Adjudged that the determination is confirmed, the petition is denied, and the proceeding is dismissed on the merits, without costs or disbursements.

The petitioner is a tenant in a public housing development administered by the New York City Housing Authority (hereinafter the Housing Authority). The Housing Authority sought to terminate the petitioner's tenancy on the ground of, inter alia, nondesirability, after an incident involving a confrontation between three dogs, which the petitioner had brought up to the roof of his building without leashes, and three police officers who were conducting a routine patrol of the building. During the incident, one of the dogs attacked and injured one of the officers. Following an administrative hearing, the hearing officer recommended that the petitioner's tenancy be terminated. The Housing Authority adopted the hearing officer's recommendation, and terminated the petitioner's tenancy.

The Housing Authority's determination was supported by substantial evidence (see Matter of Zeigler v New York City Hous.
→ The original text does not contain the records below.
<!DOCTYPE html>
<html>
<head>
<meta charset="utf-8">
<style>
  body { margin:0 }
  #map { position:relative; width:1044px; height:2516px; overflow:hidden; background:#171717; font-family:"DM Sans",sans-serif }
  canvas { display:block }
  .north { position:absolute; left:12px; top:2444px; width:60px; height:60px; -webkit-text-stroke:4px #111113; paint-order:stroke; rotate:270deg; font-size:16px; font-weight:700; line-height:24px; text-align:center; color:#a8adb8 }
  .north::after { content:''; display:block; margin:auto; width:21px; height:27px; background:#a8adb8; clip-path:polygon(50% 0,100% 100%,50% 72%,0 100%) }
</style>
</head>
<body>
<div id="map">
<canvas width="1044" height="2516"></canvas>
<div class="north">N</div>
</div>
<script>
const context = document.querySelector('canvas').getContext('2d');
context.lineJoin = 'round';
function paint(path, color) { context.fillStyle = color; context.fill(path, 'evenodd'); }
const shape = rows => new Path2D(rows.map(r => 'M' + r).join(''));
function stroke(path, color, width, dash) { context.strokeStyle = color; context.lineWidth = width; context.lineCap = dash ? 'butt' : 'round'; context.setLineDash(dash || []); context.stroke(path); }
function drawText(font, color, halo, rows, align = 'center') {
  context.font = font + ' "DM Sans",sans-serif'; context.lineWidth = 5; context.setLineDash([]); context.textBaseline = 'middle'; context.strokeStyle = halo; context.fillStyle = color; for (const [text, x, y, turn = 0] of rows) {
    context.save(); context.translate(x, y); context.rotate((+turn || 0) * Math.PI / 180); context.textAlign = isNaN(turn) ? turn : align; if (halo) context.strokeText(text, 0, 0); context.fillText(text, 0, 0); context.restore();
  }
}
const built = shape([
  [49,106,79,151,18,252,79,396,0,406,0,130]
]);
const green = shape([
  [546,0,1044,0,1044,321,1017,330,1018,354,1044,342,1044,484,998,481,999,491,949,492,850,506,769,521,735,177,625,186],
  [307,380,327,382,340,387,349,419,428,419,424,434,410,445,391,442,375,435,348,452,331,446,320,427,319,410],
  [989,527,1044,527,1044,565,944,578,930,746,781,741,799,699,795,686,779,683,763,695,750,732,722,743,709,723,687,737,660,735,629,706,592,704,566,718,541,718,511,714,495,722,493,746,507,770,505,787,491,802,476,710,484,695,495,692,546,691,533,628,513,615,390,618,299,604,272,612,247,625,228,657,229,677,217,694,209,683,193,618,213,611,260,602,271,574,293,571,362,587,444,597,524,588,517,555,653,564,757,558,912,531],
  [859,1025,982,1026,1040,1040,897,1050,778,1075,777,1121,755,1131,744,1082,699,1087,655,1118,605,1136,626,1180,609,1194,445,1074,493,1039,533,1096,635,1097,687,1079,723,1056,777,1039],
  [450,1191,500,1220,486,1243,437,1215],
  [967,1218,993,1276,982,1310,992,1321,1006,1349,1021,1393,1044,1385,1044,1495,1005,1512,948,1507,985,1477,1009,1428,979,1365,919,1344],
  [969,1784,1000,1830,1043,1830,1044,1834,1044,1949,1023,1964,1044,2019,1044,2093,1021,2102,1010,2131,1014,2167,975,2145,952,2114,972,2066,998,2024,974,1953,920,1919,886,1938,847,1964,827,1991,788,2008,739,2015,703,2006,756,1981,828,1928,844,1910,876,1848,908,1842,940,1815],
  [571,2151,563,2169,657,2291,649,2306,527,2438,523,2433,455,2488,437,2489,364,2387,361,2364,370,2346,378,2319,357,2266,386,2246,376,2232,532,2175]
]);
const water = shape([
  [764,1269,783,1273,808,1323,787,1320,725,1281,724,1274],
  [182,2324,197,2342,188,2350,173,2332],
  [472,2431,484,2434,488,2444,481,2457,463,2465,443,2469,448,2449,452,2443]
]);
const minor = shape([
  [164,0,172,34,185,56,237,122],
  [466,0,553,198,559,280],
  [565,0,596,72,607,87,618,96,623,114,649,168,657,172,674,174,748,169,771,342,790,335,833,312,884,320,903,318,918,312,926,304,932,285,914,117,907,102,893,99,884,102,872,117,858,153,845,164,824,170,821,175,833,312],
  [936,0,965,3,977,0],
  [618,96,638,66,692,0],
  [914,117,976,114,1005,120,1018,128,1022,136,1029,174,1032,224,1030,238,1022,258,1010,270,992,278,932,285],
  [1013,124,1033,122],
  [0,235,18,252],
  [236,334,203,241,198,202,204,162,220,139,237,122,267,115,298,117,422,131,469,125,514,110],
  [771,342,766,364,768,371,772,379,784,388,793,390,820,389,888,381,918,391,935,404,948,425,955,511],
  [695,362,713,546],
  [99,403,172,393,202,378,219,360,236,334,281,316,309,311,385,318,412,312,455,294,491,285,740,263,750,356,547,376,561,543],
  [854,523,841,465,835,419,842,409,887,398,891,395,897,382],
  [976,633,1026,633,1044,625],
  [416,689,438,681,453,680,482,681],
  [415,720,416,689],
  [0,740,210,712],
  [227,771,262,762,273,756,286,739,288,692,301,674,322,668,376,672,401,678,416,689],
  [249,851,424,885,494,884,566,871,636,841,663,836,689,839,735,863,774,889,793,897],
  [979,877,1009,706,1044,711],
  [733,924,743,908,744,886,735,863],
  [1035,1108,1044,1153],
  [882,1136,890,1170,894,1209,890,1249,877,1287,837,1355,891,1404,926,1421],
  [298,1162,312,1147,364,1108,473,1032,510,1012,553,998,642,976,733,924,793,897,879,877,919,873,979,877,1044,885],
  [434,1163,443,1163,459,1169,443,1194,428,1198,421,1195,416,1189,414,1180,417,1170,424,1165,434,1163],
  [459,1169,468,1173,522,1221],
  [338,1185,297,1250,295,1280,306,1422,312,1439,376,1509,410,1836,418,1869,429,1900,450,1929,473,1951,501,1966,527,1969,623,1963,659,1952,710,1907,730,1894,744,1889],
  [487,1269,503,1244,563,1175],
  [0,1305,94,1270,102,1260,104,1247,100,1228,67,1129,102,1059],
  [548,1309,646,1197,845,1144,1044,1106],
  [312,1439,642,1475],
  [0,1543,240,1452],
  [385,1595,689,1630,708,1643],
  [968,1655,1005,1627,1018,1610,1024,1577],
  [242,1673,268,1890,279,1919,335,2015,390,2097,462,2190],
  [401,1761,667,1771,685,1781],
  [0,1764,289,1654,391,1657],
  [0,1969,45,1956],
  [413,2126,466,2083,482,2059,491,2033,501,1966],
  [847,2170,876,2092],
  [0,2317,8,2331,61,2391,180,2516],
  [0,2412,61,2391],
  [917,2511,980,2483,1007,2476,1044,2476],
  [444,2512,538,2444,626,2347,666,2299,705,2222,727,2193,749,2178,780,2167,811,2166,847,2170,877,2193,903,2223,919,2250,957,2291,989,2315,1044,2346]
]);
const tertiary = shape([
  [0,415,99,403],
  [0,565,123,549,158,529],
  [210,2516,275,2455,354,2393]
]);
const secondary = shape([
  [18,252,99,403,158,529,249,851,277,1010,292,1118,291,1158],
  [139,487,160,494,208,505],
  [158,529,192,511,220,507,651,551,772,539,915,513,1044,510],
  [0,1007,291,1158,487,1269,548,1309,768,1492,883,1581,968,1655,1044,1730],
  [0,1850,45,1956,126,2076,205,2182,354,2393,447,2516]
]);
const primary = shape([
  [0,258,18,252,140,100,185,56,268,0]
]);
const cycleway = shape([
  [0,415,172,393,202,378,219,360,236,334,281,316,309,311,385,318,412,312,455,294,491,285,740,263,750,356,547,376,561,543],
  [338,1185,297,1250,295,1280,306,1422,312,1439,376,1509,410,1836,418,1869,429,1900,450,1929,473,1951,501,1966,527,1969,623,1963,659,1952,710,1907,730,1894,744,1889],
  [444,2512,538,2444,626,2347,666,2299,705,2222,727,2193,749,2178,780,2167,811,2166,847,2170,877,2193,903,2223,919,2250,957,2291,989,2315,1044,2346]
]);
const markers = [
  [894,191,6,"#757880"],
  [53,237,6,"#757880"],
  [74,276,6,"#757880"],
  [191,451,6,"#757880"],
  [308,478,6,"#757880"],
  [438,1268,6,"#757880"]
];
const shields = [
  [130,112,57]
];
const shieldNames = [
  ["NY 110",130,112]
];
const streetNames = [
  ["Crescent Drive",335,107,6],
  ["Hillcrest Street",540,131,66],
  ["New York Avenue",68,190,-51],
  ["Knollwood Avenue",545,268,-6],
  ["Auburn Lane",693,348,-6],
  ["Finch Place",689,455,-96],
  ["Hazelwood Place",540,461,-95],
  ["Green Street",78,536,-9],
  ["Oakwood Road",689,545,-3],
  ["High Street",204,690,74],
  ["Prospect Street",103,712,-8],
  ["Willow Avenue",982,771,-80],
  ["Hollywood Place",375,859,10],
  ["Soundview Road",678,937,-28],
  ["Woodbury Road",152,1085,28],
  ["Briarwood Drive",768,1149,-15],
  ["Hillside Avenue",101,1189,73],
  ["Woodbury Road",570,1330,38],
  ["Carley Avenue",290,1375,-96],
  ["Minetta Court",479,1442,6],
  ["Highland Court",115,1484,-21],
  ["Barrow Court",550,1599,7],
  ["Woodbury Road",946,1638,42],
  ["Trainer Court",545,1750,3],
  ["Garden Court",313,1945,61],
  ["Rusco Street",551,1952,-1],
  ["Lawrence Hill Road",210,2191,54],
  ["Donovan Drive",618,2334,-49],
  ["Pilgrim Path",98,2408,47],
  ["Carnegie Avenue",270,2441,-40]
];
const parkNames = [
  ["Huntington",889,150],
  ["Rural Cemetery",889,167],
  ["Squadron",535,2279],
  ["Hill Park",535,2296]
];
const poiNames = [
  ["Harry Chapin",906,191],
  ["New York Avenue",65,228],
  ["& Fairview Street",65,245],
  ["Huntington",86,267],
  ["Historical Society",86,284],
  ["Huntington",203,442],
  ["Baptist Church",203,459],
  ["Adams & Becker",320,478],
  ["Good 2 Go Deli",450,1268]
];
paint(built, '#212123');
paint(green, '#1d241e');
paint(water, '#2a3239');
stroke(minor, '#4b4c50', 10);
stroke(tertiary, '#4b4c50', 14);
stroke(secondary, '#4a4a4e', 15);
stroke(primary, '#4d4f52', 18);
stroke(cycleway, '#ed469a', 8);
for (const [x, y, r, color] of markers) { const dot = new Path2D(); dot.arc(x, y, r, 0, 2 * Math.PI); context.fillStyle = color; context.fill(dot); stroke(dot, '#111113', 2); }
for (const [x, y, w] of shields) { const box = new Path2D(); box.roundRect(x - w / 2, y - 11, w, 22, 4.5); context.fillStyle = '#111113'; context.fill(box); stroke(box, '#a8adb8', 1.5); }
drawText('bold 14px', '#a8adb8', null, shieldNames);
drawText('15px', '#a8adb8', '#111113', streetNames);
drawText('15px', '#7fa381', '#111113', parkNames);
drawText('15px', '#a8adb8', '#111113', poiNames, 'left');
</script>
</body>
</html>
Auth., 35 AD3d 624 [2006]; Matter of Bradford v New York City Hous. Auth., 34 AD3d 463, 464 [2006]). Moreover, the penalty of termination of the petitioner's tenancy was not so disproportionate to the offense as to be shocking to one's sense of fairness, thus constituting an abuse of discretion as a matter of law (see Matter of Rutkunas v Stout, 8 NY3d 897, 899 [2007]; Matter of Pell v Board of Educ. of Union Free School Dist. No. 1 of Towns of Scarsdale & Mamaroneck, Westchester County, 34 NY2d 222, 233 [1974]; Matter of Singleton v New York State Off. of Children & Family Servs., 70 AD3d 706 [2010]). Rivera, J.P., Angiolillo, Balkin and Leventhal, JJ., concur.